All correspondence should refer to the Warning Letter Number above (# 717972) and include a subject line that clearly identifies the submission as a Response to Warning Letter. If you have questions regarding the contents of this letter, please contact compoundinginspections@fda.hhs.gov.

Sincerely,
/S/

F. Gail Bormel, JD, RPh
Director
Office of Compounding Quality and Compliance
Office of Compliance
Center for Drug Evaluation and Research

______________________

1 See Pub. L. No. 113-54, § 102(a), 127 Stat. 587, 587-588 (2013).

2 We remind you that there are conditions, other than those discussed in this letter, that must be satisfied to qualify for the exemptions in section 503B of the FDCA.

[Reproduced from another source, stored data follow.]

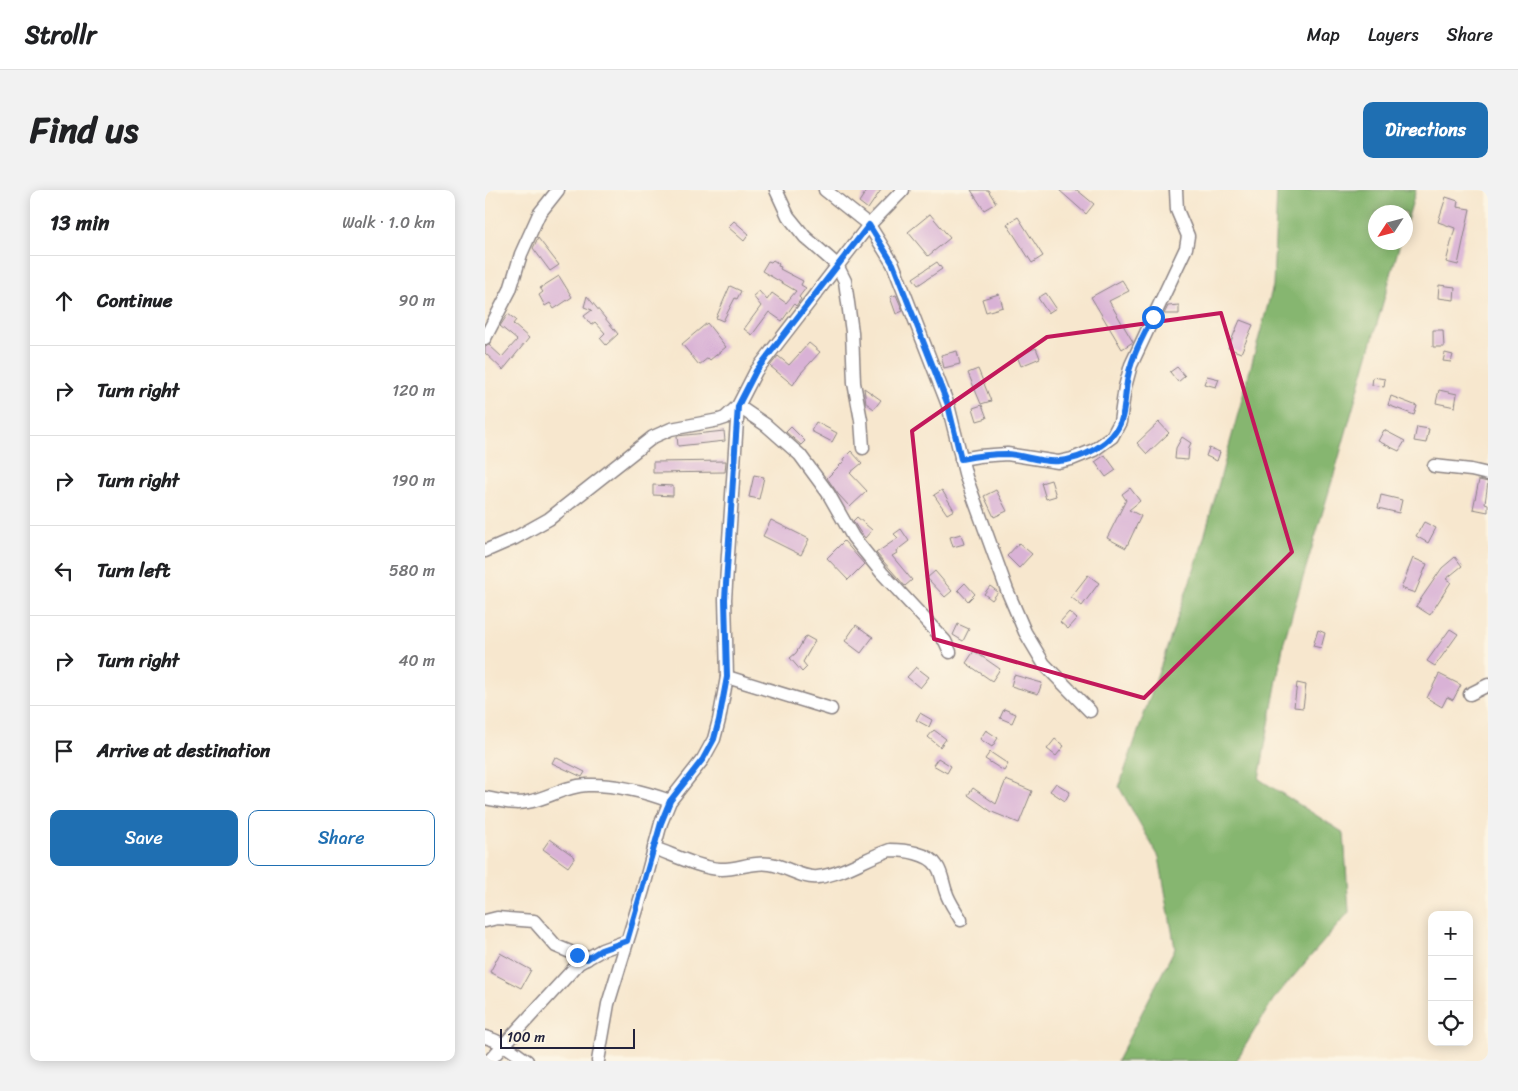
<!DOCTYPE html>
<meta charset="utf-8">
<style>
body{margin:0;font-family:Sriracha,sans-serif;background:#f2f2f2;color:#202124}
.controls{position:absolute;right:15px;bottom:15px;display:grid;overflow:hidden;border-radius:10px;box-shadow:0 2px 12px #0003}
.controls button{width:45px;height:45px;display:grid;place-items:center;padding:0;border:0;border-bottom:1px solid #e0e0e0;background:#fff;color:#202124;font:25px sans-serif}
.compass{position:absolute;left:883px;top:15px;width:45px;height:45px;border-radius:50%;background:#fff;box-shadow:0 2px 12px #0003;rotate:234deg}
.scale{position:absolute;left:15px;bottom:12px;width:135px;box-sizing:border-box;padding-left:5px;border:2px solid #22223b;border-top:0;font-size:14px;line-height:18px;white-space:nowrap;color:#22223b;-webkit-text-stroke:4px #fcf5e5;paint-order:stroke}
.stop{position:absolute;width:15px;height:15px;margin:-11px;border:4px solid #1a73e8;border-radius:50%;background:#fff}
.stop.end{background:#1a73e8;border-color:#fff;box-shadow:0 1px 5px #0008}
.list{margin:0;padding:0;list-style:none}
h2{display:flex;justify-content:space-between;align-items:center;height:65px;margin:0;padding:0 20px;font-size:21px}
h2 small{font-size:16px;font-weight:400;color:#757577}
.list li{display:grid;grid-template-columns:32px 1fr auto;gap:15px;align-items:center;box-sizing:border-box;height:90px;padding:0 20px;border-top:1px solid #e0e0e0}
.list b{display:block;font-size:19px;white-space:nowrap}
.list em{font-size:16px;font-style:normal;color:#757577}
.actions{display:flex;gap:10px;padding:15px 20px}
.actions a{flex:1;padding:11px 0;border:1px solid #1f6fb2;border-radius:10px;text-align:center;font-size:18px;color:#1f6fb2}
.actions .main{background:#1f6fb2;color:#fff}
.icon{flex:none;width:28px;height:28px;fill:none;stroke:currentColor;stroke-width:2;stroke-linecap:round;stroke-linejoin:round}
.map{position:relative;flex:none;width:1003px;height:871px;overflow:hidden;border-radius:10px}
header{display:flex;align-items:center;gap:30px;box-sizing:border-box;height:70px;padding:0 25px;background:#fff;border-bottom:1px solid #e0e0e0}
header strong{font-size:24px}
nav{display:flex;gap:28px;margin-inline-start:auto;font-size:18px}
.intro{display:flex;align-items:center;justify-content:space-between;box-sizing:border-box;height:120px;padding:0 30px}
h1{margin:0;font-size:35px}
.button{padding:12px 22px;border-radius:10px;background:#1f6fb2;color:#fff;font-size:18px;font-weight:700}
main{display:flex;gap:30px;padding:0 30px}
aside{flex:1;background:#fff;border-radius:10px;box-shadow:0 2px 12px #0003}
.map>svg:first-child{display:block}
.forest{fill:#86b66f;stroke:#546c55}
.building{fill:#d9b2d6}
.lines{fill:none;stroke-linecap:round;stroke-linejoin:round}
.minor-casing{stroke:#8c8484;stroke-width:15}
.minor{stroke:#fff;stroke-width:12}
.route{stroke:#1a73e8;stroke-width:6}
.marked{fill:none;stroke:#c2185b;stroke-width:4;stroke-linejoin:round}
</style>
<header>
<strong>Strollr</strong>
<nav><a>Map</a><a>Layers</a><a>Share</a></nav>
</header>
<div class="intro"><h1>Find us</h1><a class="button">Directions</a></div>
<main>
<aside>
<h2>13 min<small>Walk · 1.0 km</small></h2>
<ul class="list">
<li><svg class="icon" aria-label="ahead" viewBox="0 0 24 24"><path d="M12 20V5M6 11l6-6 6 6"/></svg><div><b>Continue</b></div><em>90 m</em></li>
<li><svg class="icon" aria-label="right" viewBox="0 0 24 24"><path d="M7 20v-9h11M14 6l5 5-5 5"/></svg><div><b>Turn right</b></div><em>120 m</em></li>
<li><svg class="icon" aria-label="right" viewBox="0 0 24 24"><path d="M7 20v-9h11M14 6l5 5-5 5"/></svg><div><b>Turn right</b></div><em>190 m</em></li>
<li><svg class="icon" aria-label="left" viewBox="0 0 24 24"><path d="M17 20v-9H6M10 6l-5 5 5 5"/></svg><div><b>Turn left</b></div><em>580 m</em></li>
<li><svg class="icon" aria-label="right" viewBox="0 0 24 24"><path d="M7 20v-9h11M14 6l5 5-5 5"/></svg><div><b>Turn right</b></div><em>40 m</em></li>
<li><svg class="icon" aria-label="arrive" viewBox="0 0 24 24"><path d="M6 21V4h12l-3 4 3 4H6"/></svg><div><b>Arrive at destination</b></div></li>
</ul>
<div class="actions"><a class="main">Save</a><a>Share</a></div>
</aside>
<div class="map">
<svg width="1003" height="871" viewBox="0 0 1003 871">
<rect width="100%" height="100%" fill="#fcf5e5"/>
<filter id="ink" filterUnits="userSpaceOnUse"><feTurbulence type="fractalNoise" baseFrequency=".02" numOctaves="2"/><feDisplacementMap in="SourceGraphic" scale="10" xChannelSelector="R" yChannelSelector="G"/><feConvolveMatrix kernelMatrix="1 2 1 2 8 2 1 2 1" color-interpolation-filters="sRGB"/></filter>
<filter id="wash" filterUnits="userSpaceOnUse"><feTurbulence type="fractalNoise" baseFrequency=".0096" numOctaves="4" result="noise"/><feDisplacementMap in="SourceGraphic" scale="20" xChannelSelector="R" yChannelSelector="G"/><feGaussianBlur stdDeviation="1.12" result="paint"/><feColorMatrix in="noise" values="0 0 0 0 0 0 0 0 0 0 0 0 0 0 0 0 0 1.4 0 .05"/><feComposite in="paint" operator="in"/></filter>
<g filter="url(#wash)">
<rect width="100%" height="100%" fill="#f7e7ce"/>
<polygon class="forest" points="792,0 931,0 921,34 921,22 891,22 891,52 915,53 850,281 799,451 774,589 859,643 864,722 788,810 751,871 632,871 690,758 674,667 634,597 715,362 788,96"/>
<g id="blocks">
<g class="building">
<polygon points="382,0 396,0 383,19 374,12"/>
<polygon points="486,0 503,0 511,13 499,20"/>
<polygon points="574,0 592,0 609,14 601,24"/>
<polygon points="961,7 973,11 972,17 985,19 973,75 961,72 970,38 953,32"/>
<polygon points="445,24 465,48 443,66 423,42"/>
<polygon points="533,27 558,66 547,73 522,34"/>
<polygon points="249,31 264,44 259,51 243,37"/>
<polygon points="53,48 74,75 65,81 48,58"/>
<polygon points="288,70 294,74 293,76 296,77 295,79 318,91 316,95 321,98 314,107 316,109 311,116 309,114 297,131 284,122 267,145 259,139 276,116 268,106 274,101 282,110 287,103 301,113 311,101 277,81 283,71 286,72"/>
<polygon points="452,72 457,79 433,95 428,88"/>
<polygon points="74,86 87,107 69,119 65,113 60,116 54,105 58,102 55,98"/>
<polygon points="637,90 644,101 624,111 648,152 637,159 606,107"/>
<polygon points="954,95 970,97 969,110 953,108"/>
<polygon points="245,96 256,101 252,109 250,108 238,131 231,128"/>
<polygon points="561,103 571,118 563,123 553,108"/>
<polygon points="514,104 518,117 501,122 497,109"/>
<polygon points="411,105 418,121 411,124 405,107"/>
<polygon points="102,106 133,144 121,155 115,148 120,143 110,132 106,135 99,126 107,120 99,117"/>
<polygon points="694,115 694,124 679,124 683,116"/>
<polygon points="23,124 31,130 28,134 44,148 18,180 0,163 0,156 4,155 17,167 32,150 15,136"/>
<polygon points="755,130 768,135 756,163 743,158"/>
<polygon points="222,133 241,157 225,170 223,168 214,175 197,154"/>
<polygon points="948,140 958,140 959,157 948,157"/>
<polygon points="324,153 335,162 315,184 308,195 285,176 293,166 304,175"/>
<polygon points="551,158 555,168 536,176 532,166"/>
<polygon points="472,161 475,174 459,178 456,165"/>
<polygon points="960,163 968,165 966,172 958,171"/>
<polygon points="692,177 700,186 693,192 685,182"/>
<polygon points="493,179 506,211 496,214 483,183"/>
<polygon points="722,186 734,189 731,197 719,194"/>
<polygon points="888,187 900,189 899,197 887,195"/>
<polygon points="379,198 396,210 389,219 381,213"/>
<polygon points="954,200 972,204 970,217 951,213"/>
<polygon points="906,206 932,216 929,225 903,215"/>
<polygon points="497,215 502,228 492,231 488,218"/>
<polygon points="331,232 352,243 347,252 326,241"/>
<polygon points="674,232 684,243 662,264 652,253"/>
<polygon points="306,237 320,251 316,255 301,242"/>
<polygon points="932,237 944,239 941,253 929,251"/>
<polygon points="899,240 920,251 914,261 893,251"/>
<polygon points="239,241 240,251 193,256 192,246"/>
<polygon points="697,247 706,253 704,257 703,270 690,269 691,258"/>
<polygon points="724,258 735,262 732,271 721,266"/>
<polygon points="366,261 377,273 365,283 382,301 365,317 353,304 342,288 359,271 358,269"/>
<polygon points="620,265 631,280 621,287 610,272"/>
<polygon points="241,271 240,282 168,283 168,272"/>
<polygon points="269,285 279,287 274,309 264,307"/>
<polygon points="566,290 571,306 561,309 556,293"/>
<polygon points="994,290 1003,292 1000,313 1003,314 1003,322 988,319"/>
<polygon points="168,295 188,296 188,306 168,305"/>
<polygon points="645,298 655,311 644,320 656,326 641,358 622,348 641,310 637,304"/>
<polygon points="457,300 469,320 462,324 449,305"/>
<polygon points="511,300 522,321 509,327 499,306"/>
<polygon points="896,305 917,310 914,323 893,318"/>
<polygon points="372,327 387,340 380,348 375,342 368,331"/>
<polygon points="286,330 324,349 316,365 278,346"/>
<polygon points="939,332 951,338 943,353 931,346"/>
<polygon points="416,339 424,351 411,361 412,363 407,366 427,390 420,396 391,363 413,348 409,344"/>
<polygon points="476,344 479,354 468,357 465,347"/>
<polygon points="359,351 379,374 363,390 342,368"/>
<polygon points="534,353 547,364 534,378 522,366"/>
<polygon points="970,367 977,376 961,389 966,392 945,425 931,416 957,378"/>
<polygon points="928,368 942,374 930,403 916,398"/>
<polygon points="450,381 467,401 460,407 442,388"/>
<polygon points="603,385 614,393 597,416 586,407"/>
<polygon points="480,393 490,404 483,411 473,400"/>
<polygon points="505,396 513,402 507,410 499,404"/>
<polygon points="584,422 592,429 583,439 575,432"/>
<polygon points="473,434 484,439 478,451 468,445"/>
<polygon points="371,435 388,447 376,463 360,451"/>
<polygon points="965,439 973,444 950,476 942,471"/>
<polygon points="833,440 840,443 836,458 828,456"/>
<polygon points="321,446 330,451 318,472 322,477 317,482 305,468 311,463"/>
<polygon points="489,461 515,479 507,491 481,473"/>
<polygon points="431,477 444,487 435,498 422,487"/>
<polygon points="954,484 976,495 968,510 962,507 957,517 942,508"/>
<polygon points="529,485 557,493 553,504 526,496"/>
<polygon points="812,493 821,495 818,518 809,517"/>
<polygon points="519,519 531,524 527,533 515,528"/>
<polygon points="435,523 447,530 444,537 431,530"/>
<polygon points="449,540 461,549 455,557 443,547"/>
<polygon points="501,540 513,548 507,557 495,549"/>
<polygon points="570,549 579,556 571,566 562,559"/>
<polygon points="505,562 523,574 519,581 500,569"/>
<polygon points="70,567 100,582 97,587 67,573"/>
<polygon points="453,568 466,576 462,583 448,575"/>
<polygon points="521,590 547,601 534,633 507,622 483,605 488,598 511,614"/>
<polygon points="571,593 585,602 580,611 565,601"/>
<polygon points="65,649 90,667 83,677 58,659"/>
<polygon points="15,763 46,780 36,798 5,782"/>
</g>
</g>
</g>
<g filter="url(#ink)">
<use href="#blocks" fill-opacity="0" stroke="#8c8484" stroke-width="1"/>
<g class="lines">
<defs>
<g id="minor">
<polyline points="291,0 303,26 320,47 352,75 360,91 367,142 369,193 376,230 378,258"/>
<polyline points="340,0 384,35 408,74 463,215 481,287 522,400 540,442 559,474 605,521"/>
<polyline points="0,148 25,100 36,64 54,24 73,0"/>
<polyline points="253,216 281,235 315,265 343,303 368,347 397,383 460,451 465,462"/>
<polyline points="476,269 494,266 522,264 573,272 587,269 609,260 627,247 635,232 640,197 646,175 701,58 703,46 692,20 691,0"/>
<polyline points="949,276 986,280 1003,284"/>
<polyline points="0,361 30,348 64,329 168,247 186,239 234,230 240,228 253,216 271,181 384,35 418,0"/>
<polyline points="242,487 346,519"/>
<polyline points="985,504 1003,495"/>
<path d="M0,608c13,2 29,7 42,4 20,-3 37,-16 60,-17 29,-1 56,6 83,16"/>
<path d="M169,658c20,7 46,20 66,21 17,1 32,-8 50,-5 16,2 32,15 48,13 25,-3 48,-19 72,-27 14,0 39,3 47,16 5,7 6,18 9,26 3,10 10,19 15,28"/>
<polyline points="0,731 12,728 49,731 71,756 102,769"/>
<path d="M0,847c16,4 29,15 42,24"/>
<polyline points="4,871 94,773 117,760 142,751"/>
<polyline points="113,871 123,814 158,700 176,633 185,611 218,569 229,549 234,530 242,487 240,409 253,216"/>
</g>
</defs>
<use href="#minor" class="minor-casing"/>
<use href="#minor" class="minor"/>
</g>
</g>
<g class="lines" filter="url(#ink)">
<path class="route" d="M92,765l10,4 14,-9 26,-9 34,-118 9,-22 33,-42 11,-20 5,-19 8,-43 -2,-78 13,-193 18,-35 113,-146 24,39 55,141 13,54c15,-3 30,-5 46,-5 17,1 35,9 52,7 23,-2 54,-17 62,-40 6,-17 3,-38 10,-56 5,-17 14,-33 22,-48"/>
</g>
<path class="marked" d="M736,123l71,239 -148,146 -210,-59 -22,-208 135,-94z"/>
</svg>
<div class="controls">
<button>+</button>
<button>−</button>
<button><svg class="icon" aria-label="locate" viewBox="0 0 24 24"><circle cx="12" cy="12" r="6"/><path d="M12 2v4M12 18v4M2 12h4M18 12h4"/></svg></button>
</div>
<svg class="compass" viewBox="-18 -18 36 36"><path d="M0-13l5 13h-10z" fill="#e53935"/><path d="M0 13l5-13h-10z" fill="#757577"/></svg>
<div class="scale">100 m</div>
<div class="stop" style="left:668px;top:127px"></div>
<div class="stop end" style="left:92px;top:765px"></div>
</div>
</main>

3 For more information, see, FDA’s guidance, “Adverse Event Reporting for Outsourcing Facilities Under Section 503B of the Federal Food, Drug, and Cosmetic Act,” which can be found at https://www.fda.gov/downloads/Drugs/GuidanceComplianceRegulatoryInformation/Guidances/UCM434188.pdf.

4 The specific products made by your firm are drugs within the meaning of section 201(g) of the FDCA [21 U.S.C. § 321(g)] because they are intended for use in the diagnosis, cure, mitigation, treatment, or prevention of diseases and/or because they are intended to affect the structure or any function of the body. Further, they are “new drugs” within the meaning of section 201(p) of the FDCA [21 U.S.C. § 321(p)] because they are not generally recognized as safe and effective for their labeled uses.

5 Your compounded drug products are not exempted from the requirements of section 502(f)(1) of the FDCA by regulations issued by the FDA (see, e.g., 21 CFR 201.115).